- WHAT YOU WILL DO: Find each line below that includes "Veterans", then copy it.

(Stored records)
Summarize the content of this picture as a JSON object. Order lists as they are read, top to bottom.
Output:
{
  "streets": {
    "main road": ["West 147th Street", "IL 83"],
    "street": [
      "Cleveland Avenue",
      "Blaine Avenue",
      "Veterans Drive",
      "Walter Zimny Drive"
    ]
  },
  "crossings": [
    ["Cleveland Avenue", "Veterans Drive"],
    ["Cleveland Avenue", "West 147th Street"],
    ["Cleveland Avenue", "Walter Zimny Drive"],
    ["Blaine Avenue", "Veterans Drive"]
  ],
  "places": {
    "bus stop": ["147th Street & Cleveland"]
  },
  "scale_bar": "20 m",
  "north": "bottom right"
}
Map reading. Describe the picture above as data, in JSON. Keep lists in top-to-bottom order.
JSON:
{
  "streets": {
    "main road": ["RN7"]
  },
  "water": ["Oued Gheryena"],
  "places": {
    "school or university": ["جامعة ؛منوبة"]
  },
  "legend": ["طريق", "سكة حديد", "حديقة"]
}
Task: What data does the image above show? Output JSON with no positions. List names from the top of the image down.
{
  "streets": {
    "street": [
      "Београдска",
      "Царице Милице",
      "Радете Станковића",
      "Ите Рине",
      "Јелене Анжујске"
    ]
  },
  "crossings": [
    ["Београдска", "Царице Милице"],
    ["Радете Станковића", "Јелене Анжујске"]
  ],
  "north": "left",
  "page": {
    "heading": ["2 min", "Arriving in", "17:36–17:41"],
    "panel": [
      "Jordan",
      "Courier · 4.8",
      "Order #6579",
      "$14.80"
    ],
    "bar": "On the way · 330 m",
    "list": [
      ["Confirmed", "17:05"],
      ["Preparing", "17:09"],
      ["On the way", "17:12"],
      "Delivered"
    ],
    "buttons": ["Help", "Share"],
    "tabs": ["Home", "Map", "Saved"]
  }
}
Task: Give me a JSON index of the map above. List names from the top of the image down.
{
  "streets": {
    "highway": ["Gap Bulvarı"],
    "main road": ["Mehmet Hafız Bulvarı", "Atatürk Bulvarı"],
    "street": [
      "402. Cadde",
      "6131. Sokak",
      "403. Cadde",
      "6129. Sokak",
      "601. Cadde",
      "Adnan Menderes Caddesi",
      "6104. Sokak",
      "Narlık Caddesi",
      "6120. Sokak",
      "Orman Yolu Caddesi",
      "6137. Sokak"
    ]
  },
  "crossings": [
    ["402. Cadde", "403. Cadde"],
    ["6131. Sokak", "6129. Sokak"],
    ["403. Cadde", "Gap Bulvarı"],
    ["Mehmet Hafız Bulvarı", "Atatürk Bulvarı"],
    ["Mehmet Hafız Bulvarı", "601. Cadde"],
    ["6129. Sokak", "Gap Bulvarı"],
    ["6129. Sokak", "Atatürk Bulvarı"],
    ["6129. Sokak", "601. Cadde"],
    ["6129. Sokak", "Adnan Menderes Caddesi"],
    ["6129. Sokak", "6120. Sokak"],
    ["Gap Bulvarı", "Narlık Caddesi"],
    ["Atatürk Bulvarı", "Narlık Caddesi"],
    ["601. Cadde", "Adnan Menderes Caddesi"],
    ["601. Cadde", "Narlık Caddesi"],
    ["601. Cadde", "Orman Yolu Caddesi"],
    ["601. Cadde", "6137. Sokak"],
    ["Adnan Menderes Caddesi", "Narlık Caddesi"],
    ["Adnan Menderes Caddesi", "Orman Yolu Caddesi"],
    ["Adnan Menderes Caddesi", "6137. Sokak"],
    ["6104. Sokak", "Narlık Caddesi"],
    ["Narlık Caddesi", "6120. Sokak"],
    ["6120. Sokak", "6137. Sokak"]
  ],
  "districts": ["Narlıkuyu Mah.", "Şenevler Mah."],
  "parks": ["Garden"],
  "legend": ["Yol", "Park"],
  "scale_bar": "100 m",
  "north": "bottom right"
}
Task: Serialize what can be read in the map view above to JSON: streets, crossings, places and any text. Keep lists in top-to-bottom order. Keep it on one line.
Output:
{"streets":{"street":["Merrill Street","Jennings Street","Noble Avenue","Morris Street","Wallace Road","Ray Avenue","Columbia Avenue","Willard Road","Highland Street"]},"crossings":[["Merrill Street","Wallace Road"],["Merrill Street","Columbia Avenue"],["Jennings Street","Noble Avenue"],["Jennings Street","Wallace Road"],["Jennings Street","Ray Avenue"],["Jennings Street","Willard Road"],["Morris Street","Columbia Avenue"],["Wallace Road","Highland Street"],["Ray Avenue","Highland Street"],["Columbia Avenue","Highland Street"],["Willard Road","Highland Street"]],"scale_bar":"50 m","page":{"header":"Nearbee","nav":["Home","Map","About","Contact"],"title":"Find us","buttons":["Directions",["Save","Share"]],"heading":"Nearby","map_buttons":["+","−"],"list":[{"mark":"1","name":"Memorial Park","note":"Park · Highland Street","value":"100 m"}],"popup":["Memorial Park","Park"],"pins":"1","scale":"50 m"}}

- REPLY:
      "Veterans Drive",
    ["Cleveland Avenue", "Veterans Drive"],
    ["Blaine Avenue", "Veterans Drive"]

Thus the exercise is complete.